PROBLEM STATEMENT
For every line below, set down an identical copy.

SUPPLIED MATERIAL
┄┄┄┄┄┄┄┄┄┄┄┄┄┄┄┄┄┄┄┄

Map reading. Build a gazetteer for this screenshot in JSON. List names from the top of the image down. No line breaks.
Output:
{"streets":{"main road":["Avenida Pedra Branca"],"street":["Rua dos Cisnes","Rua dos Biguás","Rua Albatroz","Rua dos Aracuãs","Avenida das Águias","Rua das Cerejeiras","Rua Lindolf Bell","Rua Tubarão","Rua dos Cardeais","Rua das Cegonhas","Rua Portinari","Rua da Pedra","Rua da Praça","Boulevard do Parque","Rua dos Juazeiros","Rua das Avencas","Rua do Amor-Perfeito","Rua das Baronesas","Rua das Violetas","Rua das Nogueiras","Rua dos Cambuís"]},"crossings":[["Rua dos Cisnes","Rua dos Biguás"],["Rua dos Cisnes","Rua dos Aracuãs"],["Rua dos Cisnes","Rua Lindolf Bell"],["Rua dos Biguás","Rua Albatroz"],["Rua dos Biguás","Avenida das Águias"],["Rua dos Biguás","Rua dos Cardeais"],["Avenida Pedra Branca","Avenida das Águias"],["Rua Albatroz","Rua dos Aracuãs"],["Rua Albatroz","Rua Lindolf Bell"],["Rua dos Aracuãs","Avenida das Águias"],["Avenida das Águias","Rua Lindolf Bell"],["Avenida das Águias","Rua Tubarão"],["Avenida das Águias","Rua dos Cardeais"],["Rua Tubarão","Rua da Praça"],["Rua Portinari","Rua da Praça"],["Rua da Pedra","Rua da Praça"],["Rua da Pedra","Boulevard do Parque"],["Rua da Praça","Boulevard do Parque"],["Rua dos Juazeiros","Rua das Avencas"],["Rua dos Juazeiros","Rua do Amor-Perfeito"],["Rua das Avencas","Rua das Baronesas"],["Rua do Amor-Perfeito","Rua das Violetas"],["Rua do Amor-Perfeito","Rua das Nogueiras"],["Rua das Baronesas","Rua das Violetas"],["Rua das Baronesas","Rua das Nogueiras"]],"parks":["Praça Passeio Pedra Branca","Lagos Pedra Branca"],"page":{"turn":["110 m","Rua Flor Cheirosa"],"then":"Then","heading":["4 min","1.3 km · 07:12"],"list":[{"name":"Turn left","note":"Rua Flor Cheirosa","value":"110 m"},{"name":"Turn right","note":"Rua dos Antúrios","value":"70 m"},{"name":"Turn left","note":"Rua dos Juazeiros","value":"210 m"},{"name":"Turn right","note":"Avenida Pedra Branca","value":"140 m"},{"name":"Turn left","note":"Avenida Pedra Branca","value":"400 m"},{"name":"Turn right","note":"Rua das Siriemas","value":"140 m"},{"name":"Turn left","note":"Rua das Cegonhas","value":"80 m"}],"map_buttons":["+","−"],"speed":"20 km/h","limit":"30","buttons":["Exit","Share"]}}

┄┄┄┄┄┄┄┄┄┄┄┄┄┄┄┄┄┄┄┄

SOLUTION
Map reading. Build a gazetteer for this screenshot in JSON. List names from the top of the image down. No line breaks.
Output:
{"streets":{"main road":["Avenida Pedra Branca"],"street":["Rua dos Cisnes","Rua dos Biguás","Rua Albatroz","Rua dos Aracuãs","Avenida das Águias","Rua das Cerejeiras","Rua Lindolf Bell","Rua Tubarão","Rua dos Cardeais","Rua das Cegonhas","Rua Portinari","Rua da Pedra","Rua da Praça","Boulevard do Parque","Rua dos Juazeiros","Rua das Avencas","Rua do Amor-Perfeito","Rua das Baronesas","Rua das Violetas","Rua das Nogueiras","Rua dos Cambuís"]},"crossings":[["Rua dos Cisnes","Rua dos Biguás"],["Rua dos Cisnes","Rua dos Aracuãs"],["Rua dos Cisnes","Rua Lindolf Bell"],["Rua dos Biguás","Rua Albatroz"],["Rua dos Biguás","Avenida das Águias"],["Rua dos Biguás","Rua dos Cardeais"],["Avenida Pedra Branca","Avenida das Águias"],["Rua Albatroz","Rua dos Aracuãs"],["Rua Albatroz","Rua Lindolf Bell"],["Rua dos Aracuãs","Avenida das Águias"],["Avenida das Águias","Rua Lindolf Bell"],["Avenida das Águias","Rua Tubarão"],["Avenida das Águias","Rua dos Cardeais"],["Rua Tubarão","Rua da Praça"],["Rua Portinari","Rua da Praça"],["Rua da Pedra","Rua da Praça"],["Rua da Pedra","Boulevard do Parque"],["Rua da Praça","Boulevard do Parque"],["Rua dos Juazeiros","Rua das Avencas"],["Rua dos Juazeiros","Rua do Amor-Perfeito"],["Rua das Avencas","Rua das Baronesas"],["Rua do Amor-Perfeito","Rua das Violetas"],["Rua do Amor-Perfeito","Rua das Nogueiras"],["Rua das Baronesas","Rua das Violetas"],["Rua das Baronesas","Rua das Nogueiras"]],"parks":["Praça Passeio Pedra Branca","Lagos Pedra Branca"],"page":{"turn":["110 m","Rua Flor Cheirosa"],"then":"Then","heading":["4 min","1.3 km · 07:12"],"list":[{"name":"Turn left","note":"Rua Flor Cheirosa","value":"110 m"},{"name":"Turn right","note":"Rua dos Antúrios","value":"70 m"},{"name":"Turn left","note":"Rua dos Juazeiros","value":"210 m"},{"name":"Turn right","note":"Avenida Pedra Branca","value":"140 m"},{"name":"Turn left","note":"Avenida Pedra Branca","value":"400 m"},{"name":"Turn right","note":"Rua das Siriemas","value":"140 m"},{"name":"Turn left","note":"Rua das Cegonhas","value":"80 m"}],"map_buttons":["+","−"],"speed":"20 km/h","limit":"30","buttons":["Exit","Share"]}}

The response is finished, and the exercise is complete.